Au ministère du Revenu, on déclare suivre l’évolution de l’enquête et que l’on pourrait revoir les dossiers concernés «advenant que certaines personnes aient été lésées». Des analyses seraient déjà en cours pour identifier des contribuables qui pourraient avoir été ainsi induits en erreur et à qui l’on aurait réclamé des sommes versées en trop.

Caroline Dussault relate de son côté qu’il reste encore quelques résidents à rencontrer à la résidence Notre-Dame et que les inspecteurs se déplaceront ensuite dans une autre résidence. «Toutes les résidences vont être prises en charge», maintient-elle.

Certains résidents se disent satisfaits

Deux résidents ont contacté Le Nouvelliste, se disant surpris, voire choqués, des allégations de maltraitance ou de soins inadéquats dans certains établissements des résidences Chemin du Roy. Ils rapportent au contraire y vivre de façon paisible et y recevoir un bon service.

Roger Coderre, de la résidence Yamachiche, dit se plaire et bénéficier d’une écoute de qualité de la part du personnel. «On a ajusté mes repas quand je le demandais», témoigne le septuagénaire, qui est usager de l’endroit depuis deux ans.

«Je n’ai pas à me plaindre, j’ai un bel appartement, on est bien nourri, on est loin des autos, il n’y pas de bruit», relate pour sa part Francine Adam, qui habite la résidence Béthanie depuis plus de cinq ans. La femme de 90 ans, qui a travaillé comme journaliste et comme écrivaine, qualifie les propos rapportés par Le Nouvelliste d’exagérés. «Je n’ai aucune critique à faire sur l’endroit», commente-t-elle.

D’autres témoignages accablants

Pendant que le CIUSSS MCQ poursuit son travail d’inspection, plusieurs personnes ont continué de se manifester pour dénoncer les pratiques des exploitants des résidences Chemin du Roy.

D’anciens travailleurs, affectés à la cuisine, à la maintenance ou aux soins infirmiers ont notamment contacté Le Nouvelliste pour corroborer ce que des résidents ont déjà dénoncé ou pour surenchérir sur leurs propos.

On fait entre autres valoir que la gestion des stocks de nourriture laisse à désirer et que l’endroit serait infesté de vermine. Tous affirment avoir eu à s’occuper de résidents en perte cognitive, errants et laissés à eux-mêmes, faute de surveillance.

Une ancienne infirmière confirme, comme le rapportait Le Nouvelliste, que les soins n’étaient pas donnés adéquatement à des usagers de la résidence Le Cénacle St-Pierre. «Mea culpa, lance-t-elle, mais on n’avait tout simplement pas le temps ou les ressources». Elle soutient que les suivis de dossiers étaient défaillants, lorsqu’ils n’étaient tout simplement pas inexistants. Elle ajoute que le roulement de personnel était constant, occasionnant des vacances de postes continuels.

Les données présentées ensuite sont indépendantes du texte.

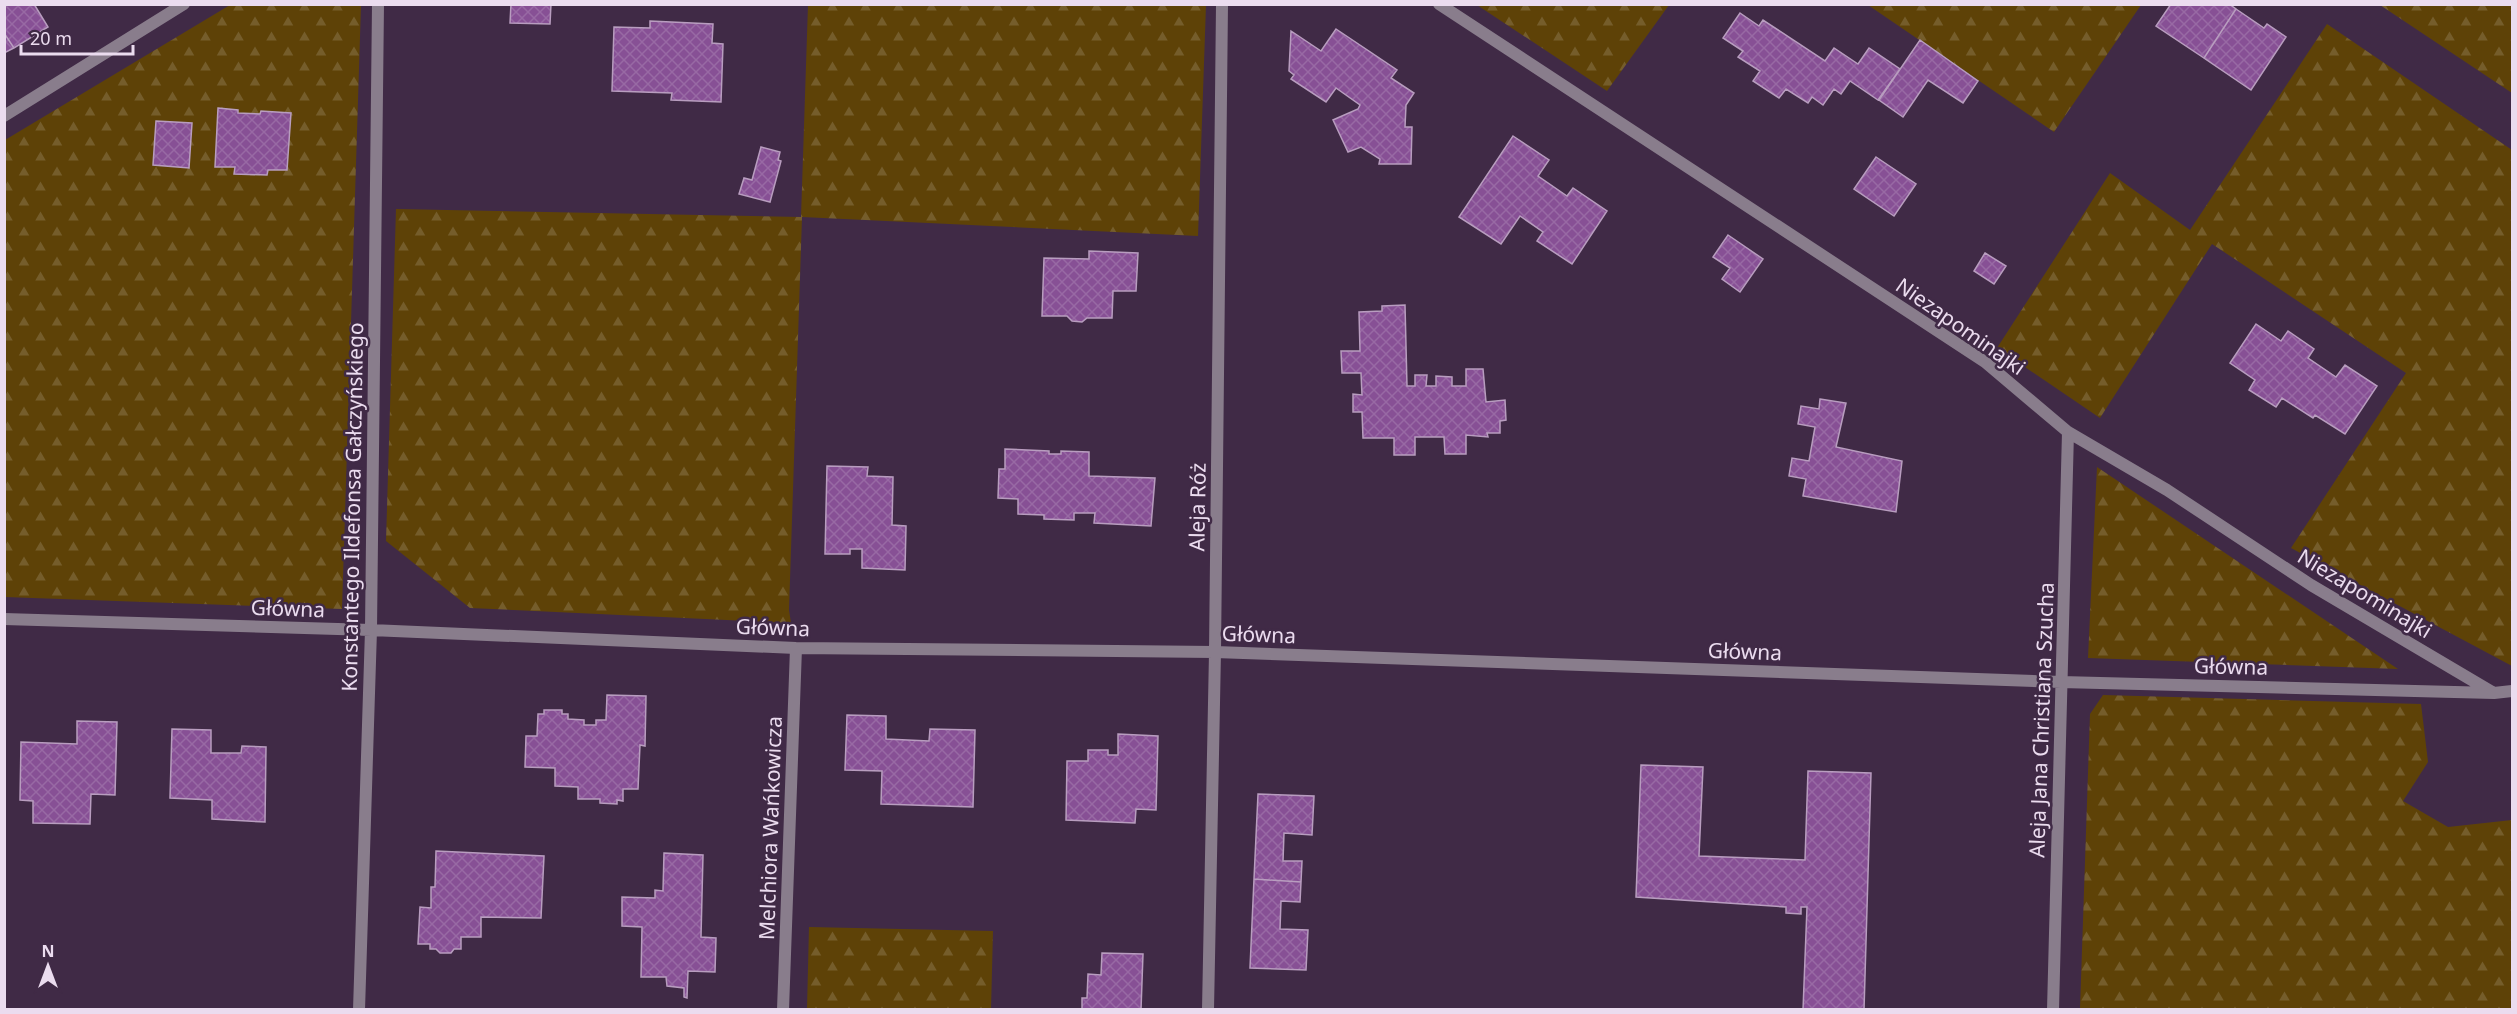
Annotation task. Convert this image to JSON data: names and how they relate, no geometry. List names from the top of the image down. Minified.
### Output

L’infirmière raconte également que l’équipement et le matériel étaient toujours manquants. «Il fallait faire un lavage en plein après-midi pour avoir des débarbouillettes pour pouvoir laver des fesses», déplore-t-elle. Elle relate par ailleurs que hormis la distribution de médicaments, son travail relevait davantage de celui d’une préposée aux bénéficiaires. On lui aurait d’ailleurs dit lors de son embauche que sa présence visait surtout à rassurer les usagers et que l’on ne voulait pas qu’elle intervienne à titre d’infirmière pour ne pas perdre les services du CLSC.

Selon le registre des résidences pour personnes âgées du ministère de la Santé et des Services sociaux, une infirmière est présente de jour à la résidence Notre-Dame et deux le sont de jour et de soir à la résidence Le Cénacle St-Pierre. Une information que dément l’ancienne infirmière à qui nous avons parlé. La présence d’une infirmière augmente le crédit d’impôt pour maintien à domicile.

Par ailleurs, il semblerait que dans la foulée des inspections «surprises» déclenchées par le CIUSSS MCQ, la nourriture et l’entretien ménager se soient déjà grandement améliorés à la résidence Notre-Dame, constate un des résidents qui s’était tourné vers Le Nouvelliste pour dénoncer les pratiques des résidences Chemin du Roy. «Si tel est le cas, ça va ressortir dans les témoignages des résidents», commente Caroline Dussault.